__TASK GOAL__
An exact copy of all the entries below is what this task needs.

((

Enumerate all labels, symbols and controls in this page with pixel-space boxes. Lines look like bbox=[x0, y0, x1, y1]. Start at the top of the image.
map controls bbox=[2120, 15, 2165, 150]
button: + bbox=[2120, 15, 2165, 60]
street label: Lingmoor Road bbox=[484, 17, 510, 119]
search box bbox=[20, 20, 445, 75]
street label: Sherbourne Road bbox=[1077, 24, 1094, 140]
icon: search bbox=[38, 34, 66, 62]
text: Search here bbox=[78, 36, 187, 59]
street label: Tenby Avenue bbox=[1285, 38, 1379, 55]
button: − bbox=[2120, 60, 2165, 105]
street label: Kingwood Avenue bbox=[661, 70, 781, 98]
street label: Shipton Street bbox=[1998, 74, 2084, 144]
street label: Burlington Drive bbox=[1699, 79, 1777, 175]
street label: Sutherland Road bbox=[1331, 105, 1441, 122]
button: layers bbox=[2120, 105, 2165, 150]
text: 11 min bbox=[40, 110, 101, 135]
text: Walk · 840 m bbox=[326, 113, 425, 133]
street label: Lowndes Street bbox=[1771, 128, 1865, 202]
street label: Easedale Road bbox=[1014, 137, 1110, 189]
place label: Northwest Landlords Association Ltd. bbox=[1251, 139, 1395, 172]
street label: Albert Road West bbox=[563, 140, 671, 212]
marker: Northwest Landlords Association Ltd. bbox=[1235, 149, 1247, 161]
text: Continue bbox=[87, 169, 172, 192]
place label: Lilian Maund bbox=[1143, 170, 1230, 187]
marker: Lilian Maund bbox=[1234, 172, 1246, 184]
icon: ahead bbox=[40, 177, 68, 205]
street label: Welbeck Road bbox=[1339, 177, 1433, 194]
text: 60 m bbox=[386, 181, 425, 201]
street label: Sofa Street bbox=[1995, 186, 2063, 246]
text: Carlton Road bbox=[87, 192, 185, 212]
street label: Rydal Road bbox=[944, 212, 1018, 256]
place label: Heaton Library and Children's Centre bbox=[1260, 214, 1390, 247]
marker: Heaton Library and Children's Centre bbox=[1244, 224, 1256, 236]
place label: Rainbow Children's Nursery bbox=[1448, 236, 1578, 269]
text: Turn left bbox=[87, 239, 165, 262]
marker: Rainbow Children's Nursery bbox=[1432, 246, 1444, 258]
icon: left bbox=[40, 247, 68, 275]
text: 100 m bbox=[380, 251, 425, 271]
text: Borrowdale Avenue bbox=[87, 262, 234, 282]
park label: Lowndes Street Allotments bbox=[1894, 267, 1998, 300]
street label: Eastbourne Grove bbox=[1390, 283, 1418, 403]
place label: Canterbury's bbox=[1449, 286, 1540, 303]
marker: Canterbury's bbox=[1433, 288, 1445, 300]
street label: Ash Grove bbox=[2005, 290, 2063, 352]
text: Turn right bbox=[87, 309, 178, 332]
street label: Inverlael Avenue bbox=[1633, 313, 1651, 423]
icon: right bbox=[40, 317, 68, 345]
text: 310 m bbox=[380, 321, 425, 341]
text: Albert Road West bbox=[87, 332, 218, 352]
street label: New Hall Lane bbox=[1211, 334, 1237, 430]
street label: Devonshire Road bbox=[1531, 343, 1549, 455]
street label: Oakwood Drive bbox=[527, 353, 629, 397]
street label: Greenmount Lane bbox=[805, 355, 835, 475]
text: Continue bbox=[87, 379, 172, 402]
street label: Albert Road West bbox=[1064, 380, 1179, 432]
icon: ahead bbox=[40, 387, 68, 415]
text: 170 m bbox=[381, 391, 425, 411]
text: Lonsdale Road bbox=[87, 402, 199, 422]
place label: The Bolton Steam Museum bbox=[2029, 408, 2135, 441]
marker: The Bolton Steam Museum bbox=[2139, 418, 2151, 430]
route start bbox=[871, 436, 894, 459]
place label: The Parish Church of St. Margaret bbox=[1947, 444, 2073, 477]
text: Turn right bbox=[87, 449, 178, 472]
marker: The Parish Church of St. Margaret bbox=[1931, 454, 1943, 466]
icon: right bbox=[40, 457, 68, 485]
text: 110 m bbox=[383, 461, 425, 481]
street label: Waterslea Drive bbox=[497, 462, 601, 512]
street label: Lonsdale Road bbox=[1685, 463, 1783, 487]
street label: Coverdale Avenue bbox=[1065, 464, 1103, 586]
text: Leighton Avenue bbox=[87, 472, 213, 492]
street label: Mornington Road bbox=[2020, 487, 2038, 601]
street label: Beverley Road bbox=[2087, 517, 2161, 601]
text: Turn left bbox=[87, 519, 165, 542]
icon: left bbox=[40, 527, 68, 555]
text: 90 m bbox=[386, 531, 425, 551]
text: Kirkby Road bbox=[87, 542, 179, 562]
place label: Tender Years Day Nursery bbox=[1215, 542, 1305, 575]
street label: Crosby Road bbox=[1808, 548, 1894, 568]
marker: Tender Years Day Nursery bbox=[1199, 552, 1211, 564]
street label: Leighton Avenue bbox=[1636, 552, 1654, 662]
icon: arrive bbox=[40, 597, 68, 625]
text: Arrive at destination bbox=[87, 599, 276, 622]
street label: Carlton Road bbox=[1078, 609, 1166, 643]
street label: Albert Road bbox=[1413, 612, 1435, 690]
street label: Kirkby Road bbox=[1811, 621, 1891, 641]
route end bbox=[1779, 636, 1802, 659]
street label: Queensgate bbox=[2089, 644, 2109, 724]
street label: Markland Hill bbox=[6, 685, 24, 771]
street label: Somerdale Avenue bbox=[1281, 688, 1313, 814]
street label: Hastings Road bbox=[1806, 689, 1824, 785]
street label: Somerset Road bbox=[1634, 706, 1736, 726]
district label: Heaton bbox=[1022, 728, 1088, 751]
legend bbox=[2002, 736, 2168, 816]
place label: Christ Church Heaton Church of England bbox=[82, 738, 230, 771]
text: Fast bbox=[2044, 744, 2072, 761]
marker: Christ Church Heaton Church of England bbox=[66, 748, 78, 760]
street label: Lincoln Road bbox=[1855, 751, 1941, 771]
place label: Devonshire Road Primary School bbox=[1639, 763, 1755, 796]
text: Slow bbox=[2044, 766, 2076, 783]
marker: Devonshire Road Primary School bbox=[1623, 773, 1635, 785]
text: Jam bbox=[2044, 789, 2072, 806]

))

__PROBLEM SOLUTION__
Enumerate all labels, symbols and controls in this page with pixel-space boxes. Lines look like bbox=[x0, y0, x1, y1]. Start at the top of the image.
map controls bbox=[2120, 15, 2165, 150]
button: + bbox=[2120, 15, 2165, 60]
street label: Lingmoor Road bbox=[484, 17, 510, 119]
search box bbox=[20, 20, 445, 75]
street label: Sherbourne Road bbox=[1077, 24, 1094, 140]
icon: search bbox=[38, 34, 66, 62]
text: Search here bbox=[78, 36, 187, 59]
street label: Tenby Avenue bbox=[1285, 38, 1379, 55]
button: − bbox=[2120, 60, 2165, 105]
street label: Kingwood Avenue bbox=[661, 70, 781, 98]
street label: Shipton Street bbox=[1998, 74, 2084, 144]
street label: Burlington Drive bbox=[1699, 79, 1777, 175]
street label: Sutherland Road bbox=[1331, 105, 1441, 122]
button: layers bbox=[2120, 105, 2165, 150]
text: 11 min bbox=[40, 110, 101, 135]
text: Walk · 840 m bbox=[326, 113, 425, 133]
street label: Lowndes Street bbox=[1771, 128, 1865, 202]
street label: Easedale Road bbox=[1014, 137, 1110, 189]
place label: Northwest Landlords Association Ltd. bbox=[1251, 139, 1395, 172]
street label: Albert Road West bbox=[563, 140, 671, 212]
marker: Northwest Landlords Association Ltd. bbox=[1235, 149, 1247, 161]
text: Continue bbox=[87, 169, 172, 192]
place label: Lilian Maund bbox=[1143, 170, 1230, 187]
marker: Lilian Maund bbox=[1234, 172, 1246, 184]
icon: ahead bbox=[40, 177, 68, 205]
street label: Welbeck Road bbox=[1339, 177, 1433, 194]
text: 60 m bbox=[386, 181, 425, 201]
street label: Sofa Street bbox=[1995, 186, 2063, 246]
text: Carlton Road bbox=[87, 192, 185, 212]
street label: Rydal Road bbox=[944, 212, 1018, 256]
place label: Heaton Library and Children's Centre bbox=[1260, 214, 1390, 247]
marker: Heaton Library and Children's Centre bbox=[1244, 224, 1256, 236]
place label: Rainbow Children's Nursery bbox=[1448, 236, 1578, 269]
text: Turn left bbox=[87, 239, 165, 262]
marker: Rainbow Children's Nursery bbox=[1432, 246, 1444, 258]
icon: left bbox=[40, 247, 68, 275]
text: 100 m bbox=[380, 251, 425, 271]
text: Borrowdale Avenue bbox=[87, 262, 234, 282]
park label: Lowndes Street Allotments bbox=[1894, 267, 1998, 300]
street label: Eastbourne Grove bbox=[1390, 283, 1418, 403]
place label: Canterbury's bbox=[1449, 286, 1540, 303]
marker: Canterbury's bbox=[1433, 288, 1445, 300]
street label: Ash Grove bbox=[2005, 290, 2063, 352]
text: Turn right bbox=[87, 309, 178, 332]
street label: Inverlael Avenue bbox=[1633, 313, 1651, 423]
icon: right bbox=[40, 317, 68, 345]
text: 310 m bbox=[380, 321, 425, 341]
text: Albert Road West bbox=[87, 332, 218, 352]
street label: New Hall Lane bbox=[1211, 334, 1237, 430]
street label: Devonshire Road bbox=[1531, 343, 1549, 455]
street label: Oakwood Drive bbox=[527, 353, 629, 397]
street label: Greenmount Lane bbox=[805, 355, 835, 475]
text: Continue bbox=[87, 379, 172, 402]
street label: Albert Road West bbox=[1064, 380, 1179, 432]
icon: ahead bbox=[40, 387, 68, 415]
text: 170 m bbox=[381, 391, 425, 411]
text: Lonsdale Road bbox=[87, 402, 199, 422]
place label: The Bolton Steam Museum bbox=[2029, 408, 2135, 441]
marker: The Bolton Steam Museum bbox=[2139, 418, 2151, 430]
route start bbox=[871, 436, 894, 459]
place label: The Parish Church of St. Margaret bbox=[1947, 444, 2073, 477]
text: Turn right bbox=[87, 449, 178, 472]
marker: The Parish Church of St. Margaret bbox=[1931, 454, 1943, 466]
icon: right bbox=[40, 457, 68, 485]
text: 110 m bbox=[383, 461, 425, 481]
street label: Waterslea Drive bbox=[497, 462, 601, 512]
street label: Lonsdale Road bbox=[1685, 463, 1783, 487]
street label: Coverdale Avenue bbox=[1065, 464, 1103, 586]
text: Leighton Avenue bbox=[87, 472, 213, 492]
street label: Mornington Road bbox=[2020, 487, 2038, 601]
street label: Beverley Road bbox=[2087, 517, 2161, 601]
text: Turn left bbox=[87, 519, 165, 542]
icon: left bbox=[40, 527, 68, 555]
text: 90 m bbox=[386, 531, 425, 551]
text: Kirkby Road bbox=[87, 542, 179, 562]
place label: Tender Years Day Nursery bbox=[1215, 542, 1305, 575]
street label: Crosby Road bbox=[1808, 548, 1894, 568]
marker: Tender Years Day Nursery bbox=[1199, 552, 1211, 564]
street label: Leighton Avenue bbox=[1636, 552, 1654, 662]
icon: arrive bbox=[40, 597, 68, 625]
text: Arrive at destination bbox=[87, 599, 276, 622]
street label: Carlton Road bbox=[1078, 609, 1166, 643]
street label: Albert Road bbox=[1413, 612, 1435, 690]
street label: Kirkby Road bbox=[1811, 621, 1891, 641]
route end bbox=[1779, 636, 1802, 659]
street label: Queensgate bbox=[2089, 644, 2109, 724]
street label: Markland Hill bbox=[6, 685, 24, 771]
street label: Somerdale Avenue bbox=[1281, 688, 1313, 814]
street label: Hastings Road bbox=[1806, 689, 1824, 785]
street label: Somerset Road bbox=[1634, 706, 1736, 726]
district label: Heaton bbox=[1022, 728, 1088, 751]
legend bbox=[2002, 736, 2168, 816]
place label: Christ Church Heaton Church of England bbox=[82, 738, 230, 771]
text: Fast bbox=[2044, 744, 2072, 761]
marker: Christ Church Heaton Church of England bbox=[66, 748, 78, 760]
street label: Lincoln Road bbox=[1855, 751, 1941, 771]
place label: Devonshire Road Primary School bbox=[1639, 763, 1755, 796]
text: Slow bbox=[2044, 766, 2076, 783]
marker: Devonshire Road Primary School bbox=[1623, 773, 1635, 785]
text: Jam bbox=[2044, 789, 2072, 806]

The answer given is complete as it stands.